180 degree rule and Artists on Comics Art summary

Not everyone in comics adheres to the 180 degree rule (also known as the axis of action). But to me, I think it’s useful for getting clarity in one’s work. I see it like grammar rules in writing: it’s best to follow them, unless situations warrant a change. For instance, English is a S-V-O language, and if one constructs sentences that follow a strict subject-verb-object order without intrusions then one’s sentences will be clearer. Yet if one does that all the time, one’s writing will be very boring. For me, the same thing goes with the 180 degree rule. It’s the default setting, but slavishly adhering to it may deaden your art.
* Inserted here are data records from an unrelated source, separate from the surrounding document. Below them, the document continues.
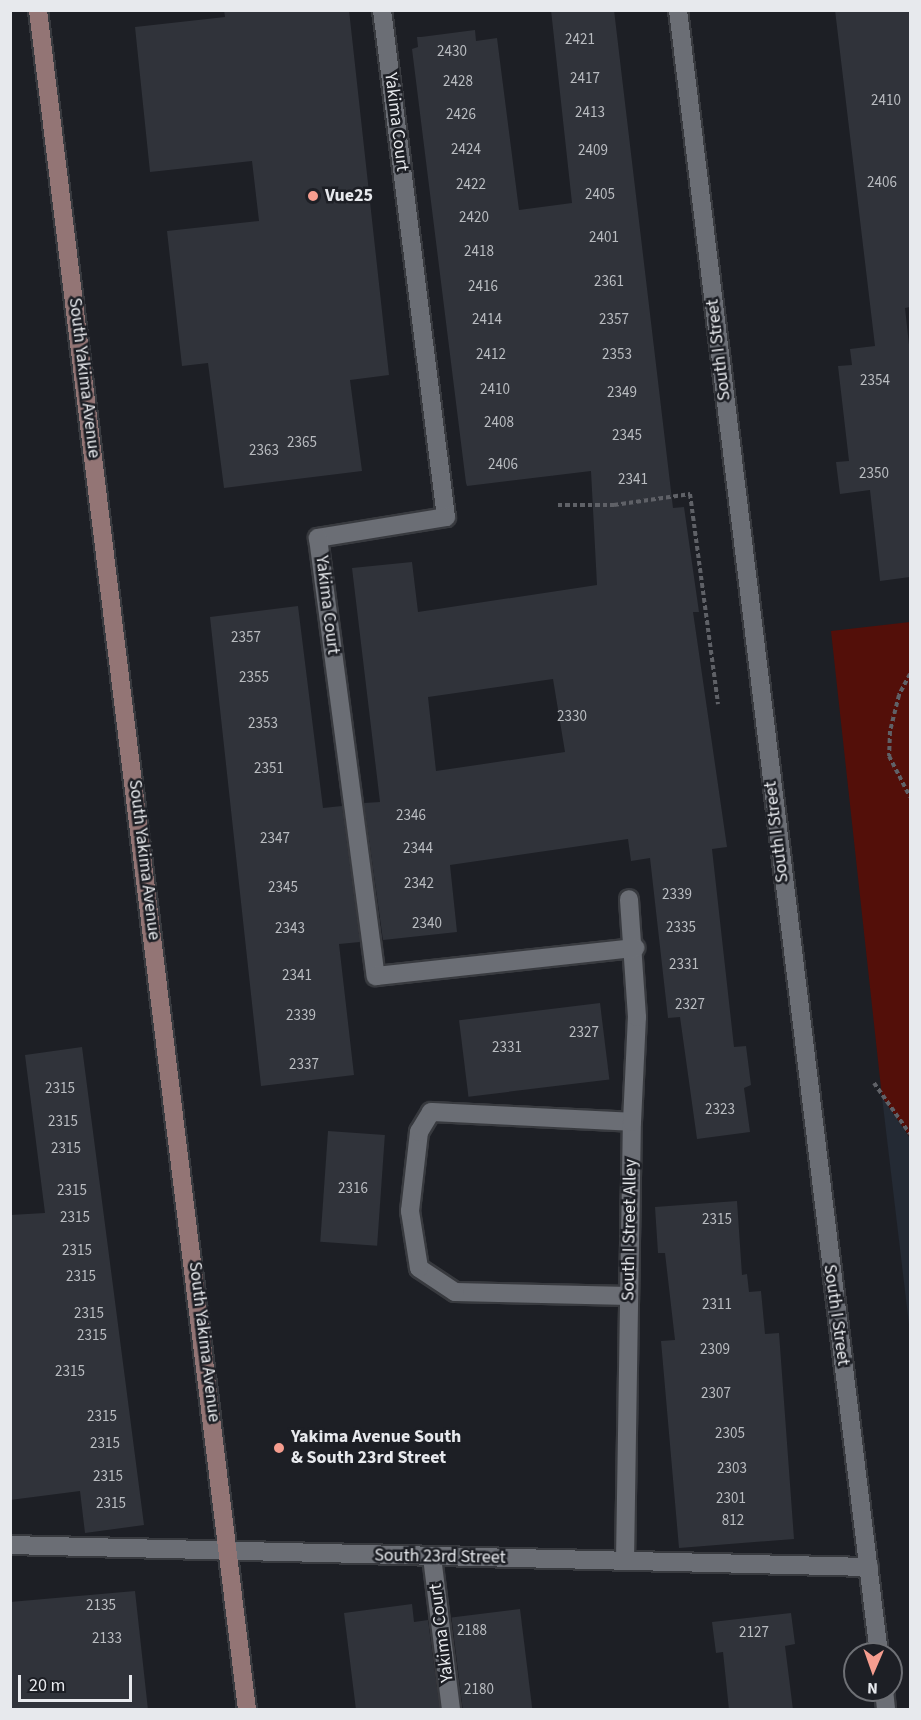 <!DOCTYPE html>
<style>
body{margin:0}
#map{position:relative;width:921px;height:1720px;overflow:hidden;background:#1d1f25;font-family:"Source Sans 3",sans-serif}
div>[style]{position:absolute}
.built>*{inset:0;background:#242a34}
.green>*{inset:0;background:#530f09}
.building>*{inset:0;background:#30333a;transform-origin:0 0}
.path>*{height:4px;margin-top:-2px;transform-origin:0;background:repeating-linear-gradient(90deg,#5f6167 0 4.5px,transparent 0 7.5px)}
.roads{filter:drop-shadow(2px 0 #383a3f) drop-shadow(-2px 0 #383a3f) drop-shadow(0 2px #383a3f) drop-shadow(0 -2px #383a3f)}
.lane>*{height:18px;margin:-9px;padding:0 9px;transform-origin:9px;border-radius:9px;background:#6b6e75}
.street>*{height:18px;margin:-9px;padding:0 9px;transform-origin:9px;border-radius:9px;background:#6b6e75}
.secondary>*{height:18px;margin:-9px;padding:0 9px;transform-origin:9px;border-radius:9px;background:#937575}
.dots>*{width:16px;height:16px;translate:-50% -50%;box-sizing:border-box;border:3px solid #1d1f25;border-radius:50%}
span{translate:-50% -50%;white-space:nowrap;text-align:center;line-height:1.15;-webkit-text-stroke:5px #1d1f25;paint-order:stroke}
.number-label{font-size:15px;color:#b9bcc0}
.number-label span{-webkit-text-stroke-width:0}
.street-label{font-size:18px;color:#e7e9ed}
.poi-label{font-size:18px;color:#e7e9ed;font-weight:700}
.left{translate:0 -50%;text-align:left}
.frame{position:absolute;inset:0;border:12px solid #e7e9ed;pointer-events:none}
.north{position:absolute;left:843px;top:1642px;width:60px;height:60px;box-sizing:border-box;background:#1d1f25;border:2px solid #6e7075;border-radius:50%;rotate:182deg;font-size:16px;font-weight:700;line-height:24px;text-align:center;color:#e7e9ed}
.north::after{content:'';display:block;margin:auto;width:21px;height:27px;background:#f59d8f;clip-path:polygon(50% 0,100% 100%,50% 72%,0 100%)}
.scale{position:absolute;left:18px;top:1675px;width:114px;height:27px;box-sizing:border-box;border:3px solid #e7e9ed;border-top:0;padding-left:8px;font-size:18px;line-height:21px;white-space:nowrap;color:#e7e9ed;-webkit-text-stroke:4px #1d1f25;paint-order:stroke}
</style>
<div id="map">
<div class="built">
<div style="clip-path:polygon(882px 1097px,909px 1137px,910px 1145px,910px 1333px)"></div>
</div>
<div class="green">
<div style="clip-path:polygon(910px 622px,910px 1145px,909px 1136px,882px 1097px,831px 631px)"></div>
</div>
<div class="building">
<div style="clip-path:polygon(224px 10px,349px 10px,389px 375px,350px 380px,362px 471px,224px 488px,208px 363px,182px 366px,167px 231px,259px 221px,252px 161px,150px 172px,135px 27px,225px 17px)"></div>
<div style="clip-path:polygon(evenodd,551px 10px,614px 10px,673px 508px,684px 507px,699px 612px,693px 612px,727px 847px,712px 849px,734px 1047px,746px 1046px,751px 1085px,744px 1088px,750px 1132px,697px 1139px,680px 1017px,668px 1018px,650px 858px,631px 861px,628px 839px,450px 865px,457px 932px,383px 940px,364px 803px,380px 802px,352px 568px,412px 562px,418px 612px,597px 585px,591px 471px,467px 486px,466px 483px,412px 49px,418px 47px,417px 37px,421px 37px,475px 30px,476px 41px,497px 38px,519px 210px,572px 203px,551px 10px,553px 679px,565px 752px,436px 771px,428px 697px,553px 679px)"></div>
<div style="clip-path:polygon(835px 10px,910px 10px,910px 307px,905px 308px,910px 354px,910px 577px,880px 581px,870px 490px,840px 494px,836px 462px,849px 461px,838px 366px,852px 365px,850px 349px,875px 346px)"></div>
<div style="clip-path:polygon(298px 606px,323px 808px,342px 806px,360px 942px,339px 944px,354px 1075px,261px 1086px,210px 617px)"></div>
<div style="left:600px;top:1003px;width:77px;height:142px;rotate:83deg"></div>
<div style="clip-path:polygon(82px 1047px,144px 1525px,85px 1533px,80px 1491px,10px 1500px,10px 1215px,45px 1213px,25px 1055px)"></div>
<div style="left:328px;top:1131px;width:57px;height:111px;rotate:4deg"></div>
<div style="clip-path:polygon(737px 1201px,742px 1275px,747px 1274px,749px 1292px,761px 1291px,765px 1334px,779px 1333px,794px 1539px,679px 1548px,661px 1341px,675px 1340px,665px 1253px,658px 1253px,655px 1207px)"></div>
<div style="clip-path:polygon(135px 1591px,148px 1710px,10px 1710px,10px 1602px)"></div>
<div style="clip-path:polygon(412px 1604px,414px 1622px,428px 1620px,440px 1710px,356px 1710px,344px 1613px)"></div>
<div style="left:520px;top:1609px;width:102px;height:69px;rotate:83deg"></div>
<div style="clip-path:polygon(791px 1613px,795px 1644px,785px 1646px,793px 1710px,729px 1710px,723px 1652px,716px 1653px,712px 1622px)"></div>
</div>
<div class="path">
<div style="left:558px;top:505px;width:56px"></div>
<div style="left:614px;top:505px;width:77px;rotate:-8.2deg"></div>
<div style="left:690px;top:494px;width:212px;rotate:82.4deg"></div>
<div style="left:910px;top:674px;width:24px;rotate:118deg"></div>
<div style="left:899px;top:695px;width:37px;rotate:104deg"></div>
<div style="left:890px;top:731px;width:25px;rotate:92deg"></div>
<div style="left:889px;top:756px;width:46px;rotate:62.9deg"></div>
<div style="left:874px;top:1083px;width:62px;rotate:54.8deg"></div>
</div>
<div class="roads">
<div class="lane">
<div style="left:629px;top:1296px;width:174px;rotate:-178.7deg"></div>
<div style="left:455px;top:1292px;width:43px;rotate:-146.3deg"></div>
<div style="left:419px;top:1268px;width:58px;rotate:-99deg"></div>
<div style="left:410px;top:1211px;width:80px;rotate:-83.5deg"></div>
<div style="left:419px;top:1132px;width:23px;rotate:-59deg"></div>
<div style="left:431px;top:1112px;width:201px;rotate:2.8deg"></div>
<div style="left:432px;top:1557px;width:154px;rotate:82.9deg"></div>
<div style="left:625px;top:1561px;width:439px;rotate:-89.1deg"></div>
<div style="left:632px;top:1122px;width:105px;rotate:-87.3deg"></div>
<div style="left:637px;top:1017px;width:118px;rotate:-93.9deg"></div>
</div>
<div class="street">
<div style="left:382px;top:10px;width:511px;rotate:82.81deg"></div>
<div style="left:446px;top:517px;width:130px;rotate:170.7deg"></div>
<div style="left:318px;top:538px;width:442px;rotate:82.5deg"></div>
<div style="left:376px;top:976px;width:261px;rotate:-6.2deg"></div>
<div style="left:678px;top:10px;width:1656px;rotate:83.03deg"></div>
<div style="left:10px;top:1545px;width:859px;rotate:1.47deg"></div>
<div style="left:884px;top:1690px;width:20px;rotate:84deg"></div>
</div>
<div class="secondary">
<div style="left:38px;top:10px;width:1713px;rotate:82.99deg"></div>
</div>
</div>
<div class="dots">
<div style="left:313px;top:196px;background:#f59d8f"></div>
<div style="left:279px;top:1448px;background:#f59d8f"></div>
</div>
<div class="number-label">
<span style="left:580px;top:40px">2421</span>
<span style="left:452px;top:52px">2430</span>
<span style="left:585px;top:79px">2417</span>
<span style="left:458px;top:82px">2428</span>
<span style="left:886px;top:101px">2410</span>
<span style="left:590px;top:113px">2413</span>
<span style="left:461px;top:115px">2426</span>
<span style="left:466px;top:150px">2424</span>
<span style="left:593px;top:151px">2409</span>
<span style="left:882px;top:183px">2406</span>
<span style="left:471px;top:185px">2422</span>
<span style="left:600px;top:195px">2405</span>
<span style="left:474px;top:218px">2420</span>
<span style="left:604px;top:238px">2401</span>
<span style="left:479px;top:252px">2418</span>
<span style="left:609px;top:282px">2361</span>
<span style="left:483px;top:287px">2416</span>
<span style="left:487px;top:320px">2414</span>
<span style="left:614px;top:320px">2357</span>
<span style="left:491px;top:355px">2412</span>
<span style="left:617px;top:355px">2353</span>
<span style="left:875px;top:381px">2354</span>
<span style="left:495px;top:390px">2410</span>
<span style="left:622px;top:393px">2349</span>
<span style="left:499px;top:423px">2408</span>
<span style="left:627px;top:436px">2345</span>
<span style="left:302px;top:443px">2365</span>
<span style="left:264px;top:451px">2363</span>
<span style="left:503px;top:465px">2406</span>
<span style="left:874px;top:474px">2350</span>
<span style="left:633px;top:480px">2341</span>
<span style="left:246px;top:638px">2357</span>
<span style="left:254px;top:678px">2355</span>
<span style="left:572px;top:717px">2330</span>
<span style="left:263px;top:724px">2353</span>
<span style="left:269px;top:769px">2351</span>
<span style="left:411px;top:816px">2346</span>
<span style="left:275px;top:839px">2347</span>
<span style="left:418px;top:849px">2344</span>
<span style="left:419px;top:884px">2342</span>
<span style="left:283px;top:888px">2345</span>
<span style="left:677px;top:895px">2339</span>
<span style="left:427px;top:924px">2340</span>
<span style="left:681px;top:928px">2335</span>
<span style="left:290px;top:929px">2343</span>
<span style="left:684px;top:965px">2331</span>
<span style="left:297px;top:976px">2341</span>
<span style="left:690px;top:1005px">2327</span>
<span style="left:301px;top:1016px">2339</span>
<span style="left:584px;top:1033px">2327</span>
<span style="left:507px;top:1048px">2331</span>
<span style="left:304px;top:1065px">2337</span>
<span style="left:60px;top:1089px">2315</span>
<span style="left:720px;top:1110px">2323</span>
<span style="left:63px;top:1122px">2315</span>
<span style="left:66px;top:1149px">2315</span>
<span style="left:353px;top:1189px">2316</span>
<span style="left:72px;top:1191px">2315</span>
<span style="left:75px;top:1218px">2315</span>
<span style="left:717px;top:1220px">2315</span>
<span style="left:77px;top:1251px">2315</span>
<span style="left:81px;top:1277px">2315</span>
<span style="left:717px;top:1305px">2311</span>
<span style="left:89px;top:1314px">2315</span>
<span style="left:92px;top:1336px">2315</span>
<span style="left:715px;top:1350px">2309</span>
<span style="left:70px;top:1372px">2315</span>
<span style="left:716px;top:1394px">2307</span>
<span style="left:102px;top:1417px">2315</span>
<span style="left:730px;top:1434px">2305</span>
<span style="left:105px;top:1444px">2315</span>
<span style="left:732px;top:1469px">2303</span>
<span style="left:108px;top:1477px">2315</span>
<span style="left:731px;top:1499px">2301</span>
<span style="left:111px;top:1504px">2315</span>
<span style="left:733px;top:1521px">812</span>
<span style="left:101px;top:1606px">2135</span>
<span style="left:472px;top:1631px">2188</span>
<span style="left:754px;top:1633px">2127</span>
<span style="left:107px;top:1639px">2133</span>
<span style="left:479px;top:1690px">2180</span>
</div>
<div class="street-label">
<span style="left:396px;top:122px;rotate:83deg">Yakima Court</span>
<span style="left:719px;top:350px;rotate:-97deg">South I Street</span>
<span style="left:84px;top:378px;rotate:83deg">South Yakima Avenue</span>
<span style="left:327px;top:605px;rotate:83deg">Yakima Court</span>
<span style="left:777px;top:832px;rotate:-97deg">South I Street</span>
<span style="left:144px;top:860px;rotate:83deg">South Yakima Avenue</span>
<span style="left:630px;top:1230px;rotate:-89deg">South I Street Alley</span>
<span style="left:836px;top:1315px;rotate:82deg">South I Street</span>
<span style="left:204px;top:1342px;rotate:83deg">South Yakima Avenue</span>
<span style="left:440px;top:1557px;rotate:1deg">South 23rd Street</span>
<span style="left:442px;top:1633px;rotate:-97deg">Yakima Court</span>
</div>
<div class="poi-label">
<span class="left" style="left:325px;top:196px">Vue25</span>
<span class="left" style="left:291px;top:1448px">Yakima Avenue South<br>&amp; South 23rd Street</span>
</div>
<div class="frame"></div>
<div class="north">N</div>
<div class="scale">20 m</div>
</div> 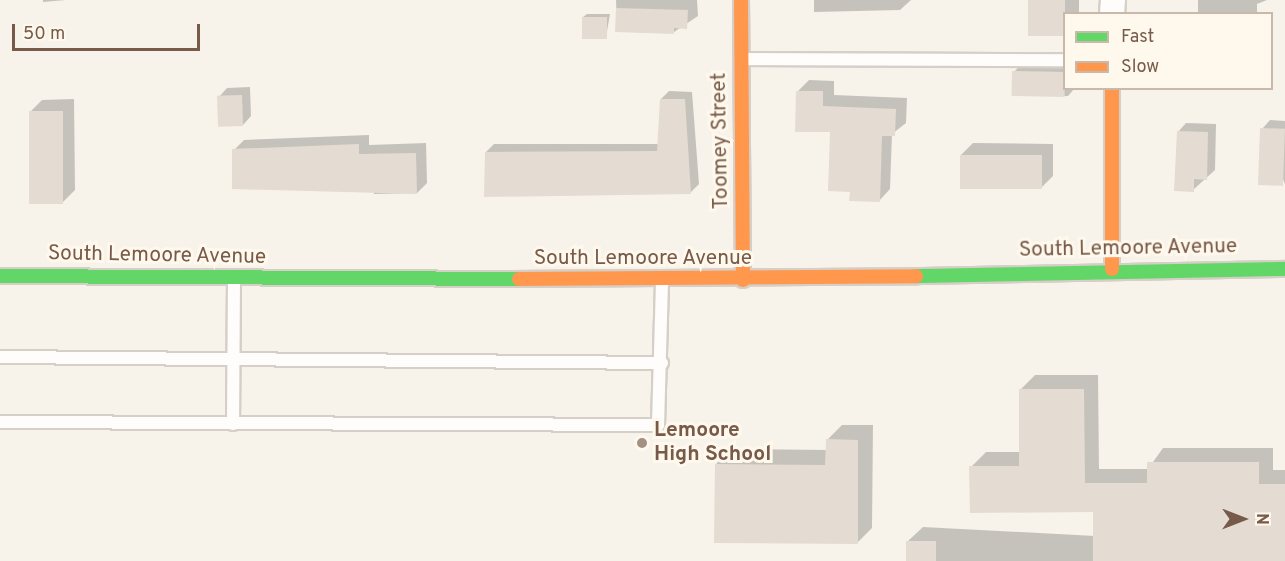 <!DOCTYPE html>
<style>
body{margin:0}
#map{position:relative;width:1285px;height:561px;overflow:hidden;background:#f7f3eb;font-family:Overpass,sans-serif}
div>[style]{position:absolute}
[style*='--x']{left:calc(var(--x)*1px);top:calc(var(--y)*1px);width:calc(var(--w)*1px);rotate:calc(var(--a)*1deg)}
.shadow>*{inset:0;background:#0003}
.building>*{inset:0;background:#e4dbd2;transform-origin:0 0}
.roads{filter:drop-shadow(2px 0 #d6cfc8) drop-shadow(-2px 0 #d6cfc8) drop-shadow(0 2px #d6cfc8) drop-shadow(0 -2px #d6cfc8)}
.lane>*{height:12px;margin:-6px;padding:0 6px;transform-origin:6px;border-radius:6px;background:#fefdfc}
.street>*{height:24px;margin:-12px;padding:0 12px;transform-origin:12px;border-radius:12px;background:#fefdfc}
.fast>*{height:14px;margin:-7px;padding:0 7px;transform-origin:7px;border-radius:7px;background:#63d668}
.slow>*{height:14px;margin:-7px;padding:0 7px;transform-origin:7px;border-radius:7px;background:#ff974d}
.dots>*{width:16px;height:16px;translate:-50% -50%;box-sizing:border-box;border:3px solid #fff8ec;border-radius:50%}
span{translate:-50% -50%;white-space:nowrap;text-align:center;line-height:1.15;-webkit-text-stroke:6px #fff8ec;paint-order:stroke}
.street-label{font-size:21px;color:#775a49}
.poi-label{font-size:21px;color:#775a49;font-weight:700}
.left{translate:0 -50%;text-align:left}
.legend{position:absolute;left:1063px;top:12px;width:210px;height:78px;box-sizing:border-box;background:#fff8ec;border:2px solid #c9b9ab;margin:0;padding:8px 10px;list-style:none;font-size:18px;color:#775a49}
.legend li{display:flex;align-items:center;gap:12px;height:30px}
.legend b{width:30px;border:2px solid #c9b9ab}
.north{position:absolute;left:1213px;top:489px;width:60px;height:60px;-webkit-text-stroke:4px #fff8ec;paint-order:stroke;rotate:90deg;font-size:16px;font-weight:700;line-height:24px;text-align:center;color:#775a49}
.north::after{content:'';display:block;margin:auto;width:21px;height:27px;background:#775a49;clip-path:polygon(50% 0,100% 100%,50% 72%,0 100%)}
.scale{position:absolute;left:12px;top:24px;width:188px;height:27px;box-sizing:border-box;border:3px solid #775a49;border-top:0;padding-left:8px;font-size:18px;line-height:21px;white-space:nowrap;color:#775a49;-webkit-text-stroke:4px #fff8ec;paint-order:stroke}
</style>
<div id="map">
<div class="shadow">
<i style="clip-path:polygon(43px 0,66px 0,43px 2px)"></i>
<i style="clip-path:polygon(616px 0,697px 0,698px 16px,674px 32px,617px 31px)"></i>
<i style="clip-path:polygon(814px 0,911px 0,900px 10px,814px 12px)"></i>
<i style="clip-path:polygon(1030px 0,1079px 0,1079px 14px,1064px 14px)"></i>
<i style="clip-path:polygon(1198px 0,1267px 0,1257px 4px,1257px 14px,1198px 14px)"></i>
<i style="clip-path:polygon(587px 14px,610px 14px,606px 37px,583px 17px)"></i>
<i style="clip-path:polygon(1022px 63px,1064px 64px,1064px 88px,1075px 88px,1068px 96px,1013px 95px,1014px 72px)"></i>
<i style="clip-path:polygon(809px 80px,834px 81px,834px 95px,907px 98px,906px 123px,892px 134px,890px 189px,879px 201px,851px 190px,832px 131px,797px 92px)"></i>
<i style="clip-path:polygon(250px 87px,251px 116px,243px 125px,219px 97px,227px 88px)"></i>
<i style="clip-path:polygon(669px 91px,692px 92px,699px 184px,691px 192px,486px 152px,494px 144px,659px 144px,661px 99px)"></i>
<i style="clip-path:polygon(74px 99px,75px 190px,63px 202px,30px 112px,42px 100px)"></i>
<i style="clip-path:polygon(1270px 120px,1285px 121px,1285px 184px,1262px 129px)"></i>
<i style="clip-path:polygon(1186px 123px,1216px 124px,1215px 170px,1193px 190px,1178px 132px)"></i>
<i style="clip-path:polygon(369px 135px,369px 145px,426px 143px,427px 183px,417px 193px,374px 194px,374px 189px,234px 150px,244px 140px)"></i>
<i style="clip-path:polygon(973px 143px,1053px 144px,1053px 176px,1041px 188px,961px 155px)"></i>
<i style="clip-path:polygon(1035px 375px,1098px 375px,1099px 469px,1148px 469px,1163px 448px,1273px 448px,1273px 470px,1285px 470px,1285px 561px,908px 561px,908px 541px,923px 527px,1095px 536px,1095px 511px,971px 467px,986px 452px,1021px 452px,1020px 390px)"></i>
<i style="clip-path:polygon(842px 425px,873px 425px,872px 528px,857px 543px,716px 464px,731px 449px,827px 450px,827px 440px)"></i>
</div>
<div class="building">
<i style="left:1028px;top:0;width:37px;height:36px"></i>
<i style="clip-path:polygon(616px 8px,688px 10px,687px 29px,674px 28px,674px 34px,615px 32px)"></i>
<i style="left:582px;top:17px;width:25px;height:22px"></i>
<i style="left:1012px;top:71px;width:53px;height:25px;rotate:1deg"></i>
<i style="clip-path:polygon(796px 91px,823px 91px,823px 106px,896px 109px,895px 136px,882px 136px,880px 202px,849px 201px,850px 192px,828px 191px,830px 132px,795px 132px)"></i>
<i style="left:242px;top:95px;width:31px;height:25px;rotate:88deg"></i>
<i style="clip-path:polygon(660px 99px,685px 99px,691px 194px,484px 197px,485px 152px,657px 151px)"></i>
<i style="left:29px;top:111px;width:34px;height:93px"></i>
<i style="left:1260px;top:128px;width:25px;height:57px;rotate:2deg"></i>
<i style="clip-path:polygon(1177px 131px,1208px 132px,1207px 180px,1194px 179px,1194px 192px,1174px 191px)"></i>
<i style="clip-path:polygon(359px 144px,359px 154px,416px 153px,417px 194px,232px 189px,232px 149px)"></i>
<i style="left:960px;top:155px;width:82px;height:34px"></i>
<i style="clip-path:polygon(1019px 389px,1084px 389px,1085px 483px,1147px 483px,1147px 462px,1259px 462px,1259px 484px,1285px 484px,1285px 561px,1093px 561px,1093px 512px,970px 513px,969px 466px,1019px 466px)"></i>
<i style="clip-path:polygon(826px 439px,858px 440px,858px 544px,714px 543px,715px 464px,825px 465px)"></i>
<i style="left:906px;top:541px;width:30px;height:20px"></i>
</div>
<div class="roads">
<div class="lane">
<i style="--x:742;--y:59;--w:322;--a:0.2"></i>
<i style="--x:0;--y:357;--w:662;--a:0.52"></i>
<i style="--x:0;--y:422;--w:658;--a:0.26"></i>
<i style="--x:658;--y:425;--w:145;--a:-88.4"></i>
<i style="--x:233;--y:424;--w:145;--a:-89.6"></i>
</div>
<div class="street">
<i style="--x:1112;--y:14;--w:14;--a:-86"></i>
</div>
<div class="fast">
<i style="--x:0;--y:276;--w:519;--a:0.33"></i>
<i style="--x:916;--y:276;--w:369;--a:-1.1"></i>
</div>
<div class="slow">
<i style="--x:741;--y:0;--w:280;--a:89.6"></i>
<i style="--x:1112;--y:88;--w:181;--a:90"></i>
<i style="--x:519;--y:279;--w:397;--a:-0.4"></i>
</div>
</div>
<div class="dots">
<i style="left:642px;top:443px;background:#a49082"></i>
</div>
<div class="street-label">
<span style="left:721px;top:141px;rotate:-91deg">Toomey Street</span>
<span style="left:1128px;top:249px;rotate:-1deg">South Lemoore Avenue</span>
<span style="left:157px;top:256px;rotate:1deg">South Lemoore Avenue</span>
<span style="left:643px;top:259px">South Lemoore Avenue</span>
</div>
<div class="poi-label">
<span class="left" style="left:654px;top:443px">Lemoore<br>High School</span>
</div>
<ul class="legend">
<li><b style="height:8px;background:#63d668"></b>Fast</li>
<li><b style="height:8px;background:#ff974d"></b>Slow</li>
</ul>
<div class="north">N</div>
<div class="scale">50 m</div>
</div>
I bring all this up because Mark Kennedy has a discussion of times when this rule can be successfully broken.

Also, I found a link to a synopsis of the book Artists on Comics Art. The summary is so fascinating that I think I may need to buy the book (and yet again, it’s a book on comics with a horrible cover–the trend continues…).

June 24, 2009

Judex

May 26, 2009

photographic juxtaposition and Persepolis movie

I was at the San Francisco Museum of Modern Art this weekend and it was wonderful. I really liked the William Kentridge exhibit and the ability to see Klee’s Virgin In a Tree and Hero with Wing up close. But what got me really thinking was the exhibit about Robert Frank’s The Americans. The descriptions next to the photographs explained Frank’s process for how he chose to sequence those images. Some things had to do with design, say a hand from one photo pointing the way to the next, or two images with strong vertical compositional elements put in sequence. What intrigued me were the photos placed in sequence to elicit theme. For instance, one photo was of a snooker table and the pegs of the snooker table formed a cross, accentuated by the angle of the shot. The next photo was of a gas station. The sign above the station said “save gas”, but the letters for “gas” were dark and so the white letters of “save” stood out. Put together, these two photos hint at the religious foundations of U.S. society. Without showing a single church, Frank is able to show how Christian the U.S. is. This really struck me. I don’t have any theoretical term or rule I can apply to this, but I want to think more about how juxtaposition can create meanings that are only alluded to. I’m sure this happens unconsciously all the time, but it’d be fun to play around with controlling this more.

I also saw the film version of Persepolis. I liked how the art was changed. The added backgrounds added a sense of place that the graphic novel lacked. However, the film lacked the one interesting subtext of the book, the connection between the violence in the country and the violence in Satrapi’s family. Or more accurately, the desire of political groups to have power and control the minds of their fellow Iranians was echoed in the power dynamics of the family. Again, the film missed this. But the film and the graphic novel have essentially the same problem. Both of them end up being a sequence of plot points. There’s not much character or analysis. Motivations, internal conflicts, contradictions, and the like are absent. This is also absent from Epileptic to a certain extent (Satrapi is obviously very inspired by David B.), but David B. makes up for this with his incredible visual experimentation. Also, he proposes the interesting thesis that his brother’s mental illness and his own artistic drive are two facets of the same underlying issue. My overall point is that Persepolis is interesting on the surface and novel for someone not familiar with Iranian culture, but there’s not much below that.